Calling asbestos use a case of “global environmental injustice on a massive scale,” Al-Delaimy underscores the statement by the Joint Policy Committee (JPC) of the Societies of Epidemiology (SE) calling for the global ban of its use. The JPC-SE position is endorsed by its 10 member organizations, along with numerous major epidemiologic and public health associations.
For decades, asbestos has been known to cause lung cancer and other respiratory and cancerous conditions. According to Al-Delaimy, asbestos exposure was the number one occupational health problem until its use was banned in most of the developed world. However, an estimated 107,000 people still die each year from occupational exposure to asbestos and 125 million people are exposed to it – risking long-term disease.
Although asbestos use has been banned in most high-income countries because of its harmfulness, its use is increasing in middle- and low-income countries. According to the Al-Delaimy, this is because of the effective lobbying of the asbestos industry to prevent policies banning the substance, along with a “profound absence of education and awareness about asbestos’ harm in the countries using it the most.”
Likening it to the public health problem of tobacco use, Al-Delaimy said the asbestos industry hires consultants to promote scientific arguments in its favor, manufacture doubt about its risk and attack those advocates and scientists who speak out against the hazards of asbestos.

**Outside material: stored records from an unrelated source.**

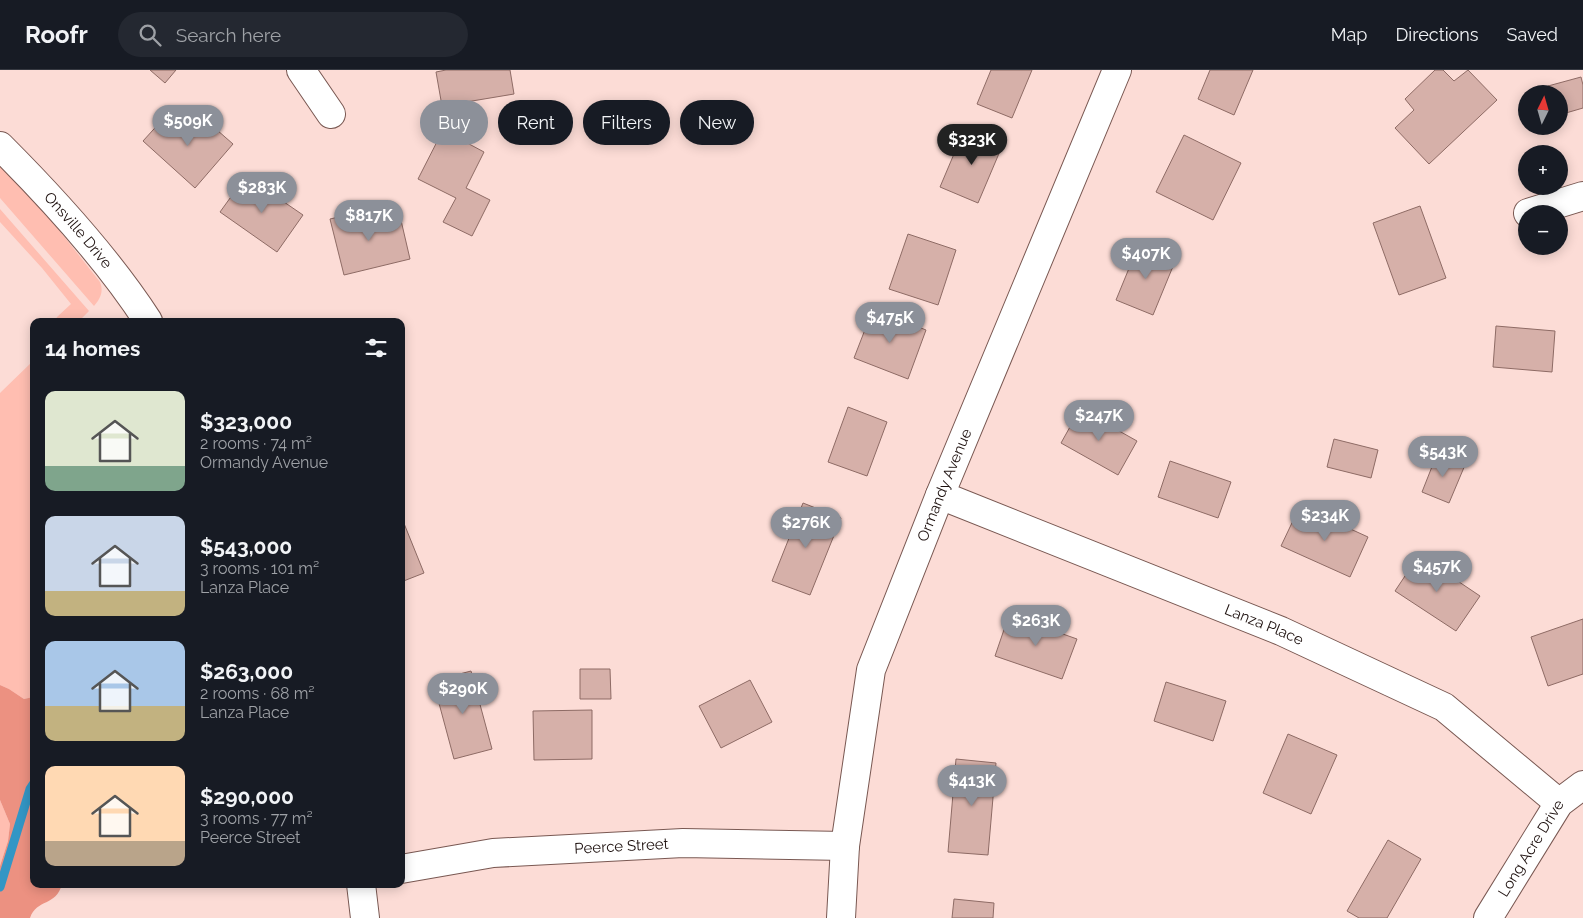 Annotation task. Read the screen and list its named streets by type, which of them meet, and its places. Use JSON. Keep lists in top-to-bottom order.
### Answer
{
  "streets": {
    "street": [
      "Onsville Drive",
      "Ormandy Avenue",
      "Lanza Place",
      "Peerce Street",
      "Long Acre Drive"
    ]
  },
  "crossings": [
    ["Ormandy Avenue", "Lanza Place"],
    ["Ormandy Avenue", "Peerce Street"],
    ["Lanza Place", "Long Acre Drive"]
  ],
  "north": "top",
  "page": {
    "header": "Roofr",
    "search": "Search here",
    "nav": ["Map", "Directions", "Saved"],
    "map_buttons": ["+", "−"],
    "chip": [
      "Buy",
      "Rent",
      "Filters",
      "New"
    ],
    "price": [
      "$509K",
      "$323K",
      "$283K",
      "$817K",
      "$407K",
      "$475K",
      "$247K",
      "$543K",
      "$234K",
      "$276K",
      "$457K",
      "$263K",
      "$290K",
      "$413K"
    ],
    "heading": "14 homes",
    "list": [
      {
        "name": "$323,000",
        "note": "2 rooms · 74 m² · Ormandy Avenue"
      },
      {
        "name": "$543,000",
        "note": "3 rooms · 101 m² · Lanza Place"
      },
      {
        "name": "$263,000",
        "note": "2 rooms · 68 m² · Lanza Place"
      },
      {
        "name": "$290,000",
        "note": "3 rooms · 77 m² · Peerce Street"
      }
    ]
  }
}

“In addition, the asbestos industry has established markets in countries that have inadequate legislation and weak public health programs and environmental organizations, enabling the sale of asbestos products,” Al-Delaimy writes in the editorial, adding that even countries that discourage use of asbestos-containing products often fail to ban exportation of the deadly products, “as if citizens from the less-developed countries are second-class global citizens.”
The personal costs to millions of people who become ill or die from exposure to asbestos products can harm emerging economies, impacting the global economy. More importantly, the practice of higher-income countries and their industries marketing asbestos to poorer, less education countries is unethical, Al-Delaimy said. To remain silent is “unacceptable,” and advocacy by environmental epidemiologists, scientists and public health professionals to ban asbestos is critical to bring legitimacy and accuracy to this important public health issue.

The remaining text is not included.